Lire aussi : ISDU : "Les Saint-Mariens ont dit 'non', nous porterons leur voix jusqu'au bout"
Même son de cloche du côté de Pierre-Emmanuel Thonon, co-président du Comité paritaire interprofessionnel de la canne et du sucre (CPCS), qui dénonce un manque d’écoute du SYDNE : «Nous avons proposé des alternatives sur des terres en friche, mais rien n’a été pris en compte. Quand on sait qu’il y a 12.000 hectares de friches à La Réunion, ne pas trouver 20 hectares pour un ISDU, c’est incompréhensible.»
Pour la Région, la vice-présidente Céline Sitouze appelle à une solidarité mieux répartie : «La solidarité territoriale ne peut pas se faire uniquement sur le dos des Sainte-Mariens. Pourquoi continuer à enfouir autant de déchets alors que la loi impose une réduction d’ici 2035 ?»
Elle rappelle aussi que Sainte-Marie «a déjà suffisamment perdu de terres à canne à forte valeur agronomique », en plus d'avoir déjà «donné sa part avec la station d'épuration du Grand-Prado».
Le SYDNE maintient le cap vers l’expropriation
De son côté, le président du SYDNE, Daniel Alamélou, assume la poursuite du projet malgré les oppositions. «Nous avançons sur ce dossier», a-t-il déclaré, interrogé à la fin du conseil syndical du SYDNE qui s’est réuni dans la matinée.
Lire aussi : ISDU : Alamélou lance un “appel” à Richard Nirlo
Selon lui, «la phase d’expropriation» est désormais engagée : «Nous allons procéder à l’expropriation même si nous ne fermons pas complètement la porte à la forme amiable.

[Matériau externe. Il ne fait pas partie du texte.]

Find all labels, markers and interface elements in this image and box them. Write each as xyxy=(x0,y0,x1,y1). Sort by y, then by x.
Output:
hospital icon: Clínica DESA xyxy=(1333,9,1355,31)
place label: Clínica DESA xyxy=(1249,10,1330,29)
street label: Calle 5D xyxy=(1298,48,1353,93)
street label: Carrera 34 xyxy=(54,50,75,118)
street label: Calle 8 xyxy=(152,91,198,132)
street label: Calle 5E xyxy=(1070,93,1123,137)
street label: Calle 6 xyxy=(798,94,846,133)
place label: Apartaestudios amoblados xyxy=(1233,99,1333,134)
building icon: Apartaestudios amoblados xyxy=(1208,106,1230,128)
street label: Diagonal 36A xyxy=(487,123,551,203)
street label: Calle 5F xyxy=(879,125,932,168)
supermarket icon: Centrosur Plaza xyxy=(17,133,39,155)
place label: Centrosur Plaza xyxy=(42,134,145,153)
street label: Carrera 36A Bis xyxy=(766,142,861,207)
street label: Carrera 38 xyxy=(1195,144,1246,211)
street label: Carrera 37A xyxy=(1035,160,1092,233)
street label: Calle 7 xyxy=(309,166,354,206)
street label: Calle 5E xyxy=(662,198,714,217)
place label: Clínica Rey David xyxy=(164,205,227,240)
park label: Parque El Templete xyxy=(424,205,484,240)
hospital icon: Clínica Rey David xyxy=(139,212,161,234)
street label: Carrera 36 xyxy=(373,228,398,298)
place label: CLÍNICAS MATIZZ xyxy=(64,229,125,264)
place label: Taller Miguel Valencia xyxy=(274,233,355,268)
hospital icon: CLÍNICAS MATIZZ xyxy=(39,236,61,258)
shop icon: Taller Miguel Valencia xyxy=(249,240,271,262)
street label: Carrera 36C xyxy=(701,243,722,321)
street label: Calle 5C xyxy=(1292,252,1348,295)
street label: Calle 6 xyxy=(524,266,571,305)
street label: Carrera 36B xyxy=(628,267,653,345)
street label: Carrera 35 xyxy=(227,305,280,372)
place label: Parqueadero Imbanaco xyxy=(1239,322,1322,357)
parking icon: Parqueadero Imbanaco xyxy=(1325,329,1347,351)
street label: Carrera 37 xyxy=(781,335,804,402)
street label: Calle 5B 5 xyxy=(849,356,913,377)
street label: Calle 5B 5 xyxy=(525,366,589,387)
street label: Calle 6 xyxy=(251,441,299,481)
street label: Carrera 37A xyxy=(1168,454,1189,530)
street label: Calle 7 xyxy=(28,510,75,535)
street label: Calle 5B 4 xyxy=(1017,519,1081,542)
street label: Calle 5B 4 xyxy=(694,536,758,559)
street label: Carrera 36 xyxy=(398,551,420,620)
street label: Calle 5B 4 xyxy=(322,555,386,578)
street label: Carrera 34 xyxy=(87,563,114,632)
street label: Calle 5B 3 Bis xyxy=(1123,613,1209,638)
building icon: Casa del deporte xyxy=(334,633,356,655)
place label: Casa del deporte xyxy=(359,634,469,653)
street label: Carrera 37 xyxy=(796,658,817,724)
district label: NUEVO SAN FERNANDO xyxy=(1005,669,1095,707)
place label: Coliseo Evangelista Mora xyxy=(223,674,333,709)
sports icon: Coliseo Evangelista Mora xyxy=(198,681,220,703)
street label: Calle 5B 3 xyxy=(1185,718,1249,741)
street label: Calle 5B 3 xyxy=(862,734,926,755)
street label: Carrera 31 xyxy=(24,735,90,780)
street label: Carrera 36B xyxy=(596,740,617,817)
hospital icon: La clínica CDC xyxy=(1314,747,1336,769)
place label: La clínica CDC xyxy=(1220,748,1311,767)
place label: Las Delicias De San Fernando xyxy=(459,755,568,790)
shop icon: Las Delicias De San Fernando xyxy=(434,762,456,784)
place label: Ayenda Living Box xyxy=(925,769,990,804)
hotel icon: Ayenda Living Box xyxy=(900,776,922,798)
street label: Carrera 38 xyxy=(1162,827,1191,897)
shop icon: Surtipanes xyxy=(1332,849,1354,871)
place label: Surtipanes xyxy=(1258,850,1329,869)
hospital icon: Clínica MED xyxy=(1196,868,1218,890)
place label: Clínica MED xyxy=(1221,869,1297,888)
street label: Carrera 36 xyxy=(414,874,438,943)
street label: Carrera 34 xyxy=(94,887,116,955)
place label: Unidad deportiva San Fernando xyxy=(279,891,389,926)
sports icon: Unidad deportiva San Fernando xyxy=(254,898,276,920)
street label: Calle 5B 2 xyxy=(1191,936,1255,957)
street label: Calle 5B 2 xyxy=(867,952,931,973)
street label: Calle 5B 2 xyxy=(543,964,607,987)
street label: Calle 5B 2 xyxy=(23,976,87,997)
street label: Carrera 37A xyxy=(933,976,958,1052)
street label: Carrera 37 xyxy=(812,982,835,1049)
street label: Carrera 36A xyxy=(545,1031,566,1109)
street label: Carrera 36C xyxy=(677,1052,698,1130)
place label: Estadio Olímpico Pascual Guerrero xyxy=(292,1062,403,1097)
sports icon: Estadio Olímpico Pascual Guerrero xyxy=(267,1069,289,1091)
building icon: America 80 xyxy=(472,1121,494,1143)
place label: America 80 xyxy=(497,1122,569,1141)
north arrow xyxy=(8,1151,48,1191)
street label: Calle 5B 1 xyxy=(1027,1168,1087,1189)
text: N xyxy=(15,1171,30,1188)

Mais nous considérons que le propriétaire du foncier ne revient plus vers nous sur les propositions faites depuis le 14 août dernier. Nous sommes donc entrés dans cette phase d’expropriation.»
Une déclaration d’utilité publique (DUP) devrait être déposée en décembre, tandis qu’un projet d’intérêt général a déjà été transmis à la préfecture le 30 septembre dernier et reste en cours d’instruction.
Un front agricole qui reste mobilisé
Malgré cette annonce, la FDSEA et la famille Barau affirment leur détermination à poursuivre le combat. Pour elles, le projet de Beaufonds illustre «une déconnexion entre la politique de gestion des déchets et la protection du foncier agricole».
Elles appellent à un moratoire sur l’implantation du site et à un dialogue renouvelé pour identifier des terrains alternatifs non cultivés.